Cozystack vs OpenStack: An Honest Comparison for 2026
OpenStack has been the default answer to “how do we build a private cloud?” for over a decade — broad feature set, massive vendor ecosystem, first-mover gravity. But a growing number of teams are discovering that operating OpenStack is a full-time job in itself. Configuration drift across dozens of interacting services, painful upgrades that block entire sprints, and a hiring pool that shrinks as engineers gravitate toward Kubernetes-native tooling.
Cozystack takes a different approach. Instead of a purpose-built cloud control plane, it composes one from Kubernetes primitives: KubeVirt for VMs, Cilium and Kube-OVN for networking, LINSTOR/DRBD for storage, Flux for reconciliation. The result is a free, open-source PaaS — a CNCF Sandbox project — delivering VMs, managed Kubernetes clusters, VPCs, and managed services on bare metal, all through a single Kubernetes API. In other words, a Kubernetes-native alternative to OpenStack.

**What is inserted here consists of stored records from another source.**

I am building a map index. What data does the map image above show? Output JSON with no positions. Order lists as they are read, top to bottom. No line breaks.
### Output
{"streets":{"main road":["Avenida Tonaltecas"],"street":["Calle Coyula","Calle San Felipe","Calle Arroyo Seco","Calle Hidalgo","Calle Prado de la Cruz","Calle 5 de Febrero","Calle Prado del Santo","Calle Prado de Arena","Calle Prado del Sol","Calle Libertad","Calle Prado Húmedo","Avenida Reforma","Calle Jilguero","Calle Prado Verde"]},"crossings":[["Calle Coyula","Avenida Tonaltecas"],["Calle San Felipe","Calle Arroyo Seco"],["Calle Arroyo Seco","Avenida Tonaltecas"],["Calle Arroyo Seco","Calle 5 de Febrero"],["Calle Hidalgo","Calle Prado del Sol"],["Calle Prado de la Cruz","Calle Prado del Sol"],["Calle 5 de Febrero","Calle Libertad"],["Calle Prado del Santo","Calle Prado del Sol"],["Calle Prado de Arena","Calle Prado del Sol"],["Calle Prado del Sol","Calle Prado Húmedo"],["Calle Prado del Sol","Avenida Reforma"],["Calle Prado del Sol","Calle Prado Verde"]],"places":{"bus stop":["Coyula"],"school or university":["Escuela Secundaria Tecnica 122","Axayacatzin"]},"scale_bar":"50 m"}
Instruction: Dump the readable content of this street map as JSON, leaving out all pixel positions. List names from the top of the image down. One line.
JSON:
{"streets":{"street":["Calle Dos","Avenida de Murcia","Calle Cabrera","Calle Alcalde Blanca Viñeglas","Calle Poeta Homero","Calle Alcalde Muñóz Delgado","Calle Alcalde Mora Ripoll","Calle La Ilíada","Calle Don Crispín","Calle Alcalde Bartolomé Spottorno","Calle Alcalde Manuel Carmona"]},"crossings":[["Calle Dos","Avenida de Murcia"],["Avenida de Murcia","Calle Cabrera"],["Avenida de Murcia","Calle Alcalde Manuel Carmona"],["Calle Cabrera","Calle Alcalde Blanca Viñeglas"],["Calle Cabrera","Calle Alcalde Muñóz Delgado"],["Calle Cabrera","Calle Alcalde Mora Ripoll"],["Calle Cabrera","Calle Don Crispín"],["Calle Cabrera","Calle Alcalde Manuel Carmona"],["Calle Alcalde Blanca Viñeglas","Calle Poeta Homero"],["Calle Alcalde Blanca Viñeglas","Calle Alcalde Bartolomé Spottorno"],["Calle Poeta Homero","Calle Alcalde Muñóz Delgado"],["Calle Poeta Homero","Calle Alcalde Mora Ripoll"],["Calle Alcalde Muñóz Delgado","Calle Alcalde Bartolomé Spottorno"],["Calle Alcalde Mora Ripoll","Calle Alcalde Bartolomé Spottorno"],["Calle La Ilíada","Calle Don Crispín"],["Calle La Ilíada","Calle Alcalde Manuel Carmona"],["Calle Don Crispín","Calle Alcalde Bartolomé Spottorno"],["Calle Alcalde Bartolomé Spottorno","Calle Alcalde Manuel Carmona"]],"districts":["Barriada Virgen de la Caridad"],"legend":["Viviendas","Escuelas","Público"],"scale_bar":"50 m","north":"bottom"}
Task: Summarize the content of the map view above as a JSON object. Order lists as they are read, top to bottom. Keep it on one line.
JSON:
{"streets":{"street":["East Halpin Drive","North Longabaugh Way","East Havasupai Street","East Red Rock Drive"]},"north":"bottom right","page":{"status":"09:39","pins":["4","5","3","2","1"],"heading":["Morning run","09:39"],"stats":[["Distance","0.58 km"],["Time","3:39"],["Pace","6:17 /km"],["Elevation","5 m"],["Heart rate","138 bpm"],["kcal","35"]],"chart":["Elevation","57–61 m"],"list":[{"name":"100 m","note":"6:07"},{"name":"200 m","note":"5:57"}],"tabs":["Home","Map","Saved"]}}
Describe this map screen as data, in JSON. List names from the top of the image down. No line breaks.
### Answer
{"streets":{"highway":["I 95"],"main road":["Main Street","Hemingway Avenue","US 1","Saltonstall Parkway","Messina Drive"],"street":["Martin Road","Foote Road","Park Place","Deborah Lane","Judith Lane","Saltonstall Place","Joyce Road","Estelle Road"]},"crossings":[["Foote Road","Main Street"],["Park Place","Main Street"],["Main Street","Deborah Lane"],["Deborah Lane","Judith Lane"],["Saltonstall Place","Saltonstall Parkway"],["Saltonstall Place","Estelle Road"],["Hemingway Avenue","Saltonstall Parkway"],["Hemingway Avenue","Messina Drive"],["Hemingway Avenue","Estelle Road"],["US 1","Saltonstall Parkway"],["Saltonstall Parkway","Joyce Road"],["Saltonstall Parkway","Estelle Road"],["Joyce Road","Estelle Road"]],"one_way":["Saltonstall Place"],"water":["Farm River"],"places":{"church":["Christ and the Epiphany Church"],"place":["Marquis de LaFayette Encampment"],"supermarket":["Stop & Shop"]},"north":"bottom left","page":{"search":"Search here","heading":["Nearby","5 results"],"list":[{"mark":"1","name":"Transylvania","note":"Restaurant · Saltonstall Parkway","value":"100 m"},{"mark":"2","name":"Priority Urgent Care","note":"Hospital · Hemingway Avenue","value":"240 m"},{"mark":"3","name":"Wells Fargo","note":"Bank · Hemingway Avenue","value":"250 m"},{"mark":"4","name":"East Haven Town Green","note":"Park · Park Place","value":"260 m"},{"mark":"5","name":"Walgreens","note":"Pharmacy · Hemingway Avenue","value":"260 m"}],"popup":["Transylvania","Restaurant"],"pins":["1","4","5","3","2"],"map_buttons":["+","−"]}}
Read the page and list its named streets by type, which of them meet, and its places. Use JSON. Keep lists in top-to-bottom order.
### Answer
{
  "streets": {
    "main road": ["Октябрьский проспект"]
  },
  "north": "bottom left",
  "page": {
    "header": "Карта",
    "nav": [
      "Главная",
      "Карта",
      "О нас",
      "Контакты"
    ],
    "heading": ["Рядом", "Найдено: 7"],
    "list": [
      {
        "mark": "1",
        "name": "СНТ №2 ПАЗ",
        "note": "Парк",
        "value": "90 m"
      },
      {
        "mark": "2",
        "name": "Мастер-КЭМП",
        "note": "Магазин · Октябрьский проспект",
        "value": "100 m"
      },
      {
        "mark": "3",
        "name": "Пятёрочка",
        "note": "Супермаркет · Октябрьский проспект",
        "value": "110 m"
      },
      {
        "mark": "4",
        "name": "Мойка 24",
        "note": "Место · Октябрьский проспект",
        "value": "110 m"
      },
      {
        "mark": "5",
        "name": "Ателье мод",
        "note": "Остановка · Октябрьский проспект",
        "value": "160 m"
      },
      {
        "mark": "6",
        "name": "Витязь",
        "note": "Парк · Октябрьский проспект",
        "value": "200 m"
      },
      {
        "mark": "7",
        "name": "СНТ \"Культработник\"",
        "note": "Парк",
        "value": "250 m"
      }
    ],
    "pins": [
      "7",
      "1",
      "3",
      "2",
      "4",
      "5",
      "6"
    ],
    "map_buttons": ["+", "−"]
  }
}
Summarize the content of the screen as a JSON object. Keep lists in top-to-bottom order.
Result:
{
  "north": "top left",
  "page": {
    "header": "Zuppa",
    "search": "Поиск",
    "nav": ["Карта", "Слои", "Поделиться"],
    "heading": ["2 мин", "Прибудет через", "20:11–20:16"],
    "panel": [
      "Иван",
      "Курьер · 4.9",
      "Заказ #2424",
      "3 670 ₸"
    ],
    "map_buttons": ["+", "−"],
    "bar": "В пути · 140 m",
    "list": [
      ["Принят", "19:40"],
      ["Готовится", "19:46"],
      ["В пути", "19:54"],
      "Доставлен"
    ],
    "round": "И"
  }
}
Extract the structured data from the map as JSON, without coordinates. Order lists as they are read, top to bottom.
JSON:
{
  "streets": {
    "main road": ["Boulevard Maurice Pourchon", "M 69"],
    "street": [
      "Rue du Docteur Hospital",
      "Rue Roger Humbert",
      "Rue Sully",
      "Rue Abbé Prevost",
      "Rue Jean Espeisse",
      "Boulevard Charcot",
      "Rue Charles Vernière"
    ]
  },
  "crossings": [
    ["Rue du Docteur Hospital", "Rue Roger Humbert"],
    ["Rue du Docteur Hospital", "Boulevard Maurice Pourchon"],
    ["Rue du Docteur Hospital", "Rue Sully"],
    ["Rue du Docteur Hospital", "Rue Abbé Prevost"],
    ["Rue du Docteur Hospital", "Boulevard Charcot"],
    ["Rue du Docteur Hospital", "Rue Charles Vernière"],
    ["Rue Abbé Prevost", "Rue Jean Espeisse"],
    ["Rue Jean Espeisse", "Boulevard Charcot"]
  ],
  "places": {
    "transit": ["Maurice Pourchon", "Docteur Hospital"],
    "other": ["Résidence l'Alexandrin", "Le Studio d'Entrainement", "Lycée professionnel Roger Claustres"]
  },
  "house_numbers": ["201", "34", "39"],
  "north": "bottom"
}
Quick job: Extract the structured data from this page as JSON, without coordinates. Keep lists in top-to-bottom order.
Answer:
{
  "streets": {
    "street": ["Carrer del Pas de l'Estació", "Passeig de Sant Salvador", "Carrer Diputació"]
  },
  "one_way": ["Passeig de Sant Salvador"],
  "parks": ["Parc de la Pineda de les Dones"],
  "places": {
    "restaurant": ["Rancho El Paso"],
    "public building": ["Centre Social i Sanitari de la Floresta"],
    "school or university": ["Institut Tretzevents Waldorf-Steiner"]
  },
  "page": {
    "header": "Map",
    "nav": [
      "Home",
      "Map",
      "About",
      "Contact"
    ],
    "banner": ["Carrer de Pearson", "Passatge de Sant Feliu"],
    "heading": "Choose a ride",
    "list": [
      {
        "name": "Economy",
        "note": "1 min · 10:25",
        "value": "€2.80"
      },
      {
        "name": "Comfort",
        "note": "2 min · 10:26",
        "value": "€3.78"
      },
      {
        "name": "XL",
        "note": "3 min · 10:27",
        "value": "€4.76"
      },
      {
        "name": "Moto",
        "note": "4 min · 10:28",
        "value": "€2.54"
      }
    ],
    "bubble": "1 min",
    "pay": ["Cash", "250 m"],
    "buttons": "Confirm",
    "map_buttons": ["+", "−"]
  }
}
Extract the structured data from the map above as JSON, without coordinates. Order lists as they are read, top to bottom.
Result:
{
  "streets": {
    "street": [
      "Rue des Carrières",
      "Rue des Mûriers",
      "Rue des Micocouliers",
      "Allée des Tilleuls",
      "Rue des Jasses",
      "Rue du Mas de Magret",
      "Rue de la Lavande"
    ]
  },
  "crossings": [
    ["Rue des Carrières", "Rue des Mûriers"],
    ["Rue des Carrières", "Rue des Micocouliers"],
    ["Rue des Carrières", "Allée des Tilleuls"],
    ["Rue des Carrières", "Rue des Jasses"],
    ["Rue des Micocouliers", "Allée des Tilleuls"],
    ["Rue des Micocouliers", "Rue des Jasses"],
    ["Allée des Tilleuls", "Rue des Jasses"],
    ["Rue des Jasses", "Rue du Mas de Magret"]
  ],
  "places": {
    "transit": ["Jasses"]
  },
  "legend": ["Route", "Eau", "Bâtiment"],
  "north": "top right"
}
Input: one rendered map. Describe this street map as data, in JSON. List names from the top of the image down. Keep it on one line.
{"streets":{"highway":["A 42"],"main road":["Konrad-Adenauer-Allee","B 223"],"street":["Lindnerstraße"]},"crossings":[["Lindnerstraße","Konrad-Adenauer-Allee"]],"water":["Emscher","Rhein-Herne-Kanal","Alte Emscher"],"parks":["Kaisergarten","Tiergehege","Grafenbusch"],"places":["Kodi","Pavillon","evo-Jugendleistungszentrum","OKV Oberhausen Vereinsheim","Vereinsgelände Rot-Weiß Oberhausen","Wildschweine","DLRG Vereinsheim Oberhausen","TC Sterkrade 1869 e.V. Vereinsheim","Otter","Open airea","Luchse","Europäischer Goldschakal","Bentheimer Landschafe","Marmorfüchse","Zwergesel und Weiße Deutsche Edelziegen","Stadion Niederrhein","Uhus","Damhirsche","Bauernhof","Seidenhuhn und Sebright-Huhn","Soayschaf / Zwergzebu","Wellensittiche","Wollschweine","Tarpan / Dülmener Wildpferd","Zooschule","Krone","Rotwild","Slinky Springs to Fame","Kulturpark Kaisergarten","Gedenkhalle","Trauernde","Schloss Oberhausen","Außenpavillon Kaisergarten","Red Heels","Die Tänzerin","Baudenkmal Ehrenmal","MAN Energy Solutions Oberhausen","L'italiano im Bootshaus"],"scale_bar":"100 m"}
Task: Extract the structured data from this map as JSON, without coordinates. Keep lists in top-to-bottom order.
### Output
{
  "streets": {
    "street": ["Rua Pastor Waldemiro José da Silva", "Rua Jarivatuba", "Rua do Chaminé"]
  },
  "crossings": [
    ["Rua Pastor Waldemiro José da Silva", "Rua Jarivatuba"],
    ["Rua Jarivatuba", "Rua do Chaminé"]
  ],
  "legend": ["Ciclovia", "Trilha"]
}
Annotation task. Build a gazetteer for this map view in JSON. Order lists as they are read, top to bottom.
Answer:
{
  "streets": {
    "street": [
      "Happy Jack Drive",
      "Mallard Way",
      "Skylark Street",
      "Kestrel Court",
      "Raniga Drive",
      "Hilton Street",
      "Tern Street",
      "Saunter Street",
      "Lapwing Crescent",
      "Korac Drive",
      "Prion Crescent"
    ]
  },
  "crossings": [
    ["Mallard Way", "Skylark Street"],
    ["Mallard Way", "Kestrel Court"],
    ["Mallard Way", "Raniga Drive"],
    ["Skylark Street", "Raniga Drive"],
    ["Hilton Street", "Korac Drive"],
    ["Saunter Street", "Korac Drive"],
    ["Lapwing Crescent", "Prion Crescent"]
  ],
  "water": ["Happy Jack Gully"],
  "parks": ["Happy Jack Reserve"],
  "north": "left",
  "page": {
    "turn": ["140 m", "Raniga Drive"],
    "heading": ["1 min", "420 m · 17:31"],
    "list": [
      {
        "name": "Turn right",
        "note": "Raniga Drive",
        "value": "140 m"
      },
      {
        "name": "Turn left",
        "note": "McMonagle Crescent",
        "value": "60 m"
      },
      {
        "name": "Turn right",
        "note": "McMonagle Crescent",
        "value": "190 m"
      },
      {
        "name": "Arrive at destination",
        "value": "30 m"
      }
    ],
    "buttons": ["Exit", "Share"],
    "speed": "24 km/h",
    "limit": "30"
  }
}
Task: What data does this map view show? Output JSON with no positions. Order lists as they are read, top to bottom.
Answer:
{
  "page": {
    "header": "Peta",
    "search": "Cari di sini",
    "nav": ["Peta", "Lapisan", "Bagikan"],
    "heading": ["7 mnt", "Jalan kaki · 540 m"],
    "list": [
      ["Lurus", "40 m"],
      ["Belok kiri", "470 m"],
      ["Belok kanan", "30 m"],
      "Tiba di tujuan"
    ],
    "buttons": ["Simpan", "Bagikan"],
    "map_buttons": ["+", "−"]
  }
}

This article compares the two across seven dimensions to help you decide which fits your team and your workloads.
Architecture
OpenStack is a collection of projects — Nova, Neutron, Cinder, Keystone, Glance, Heat, Horizon — each with its own release cadence, API schema, database, and message-queue consumers. A minimal production deployment involves at least five core services in HA mode with MariaDB/Galera, RabbitMQ, and agent fleets on every node. The upside is modularity: swap the ML2 driver in Neutron without touching Nova, run Cinder with dozens of backends. The downside is surface area — every service is another thing to monitor, upgrade, and debug at 3 AM, and cross-service failures are hard to trace.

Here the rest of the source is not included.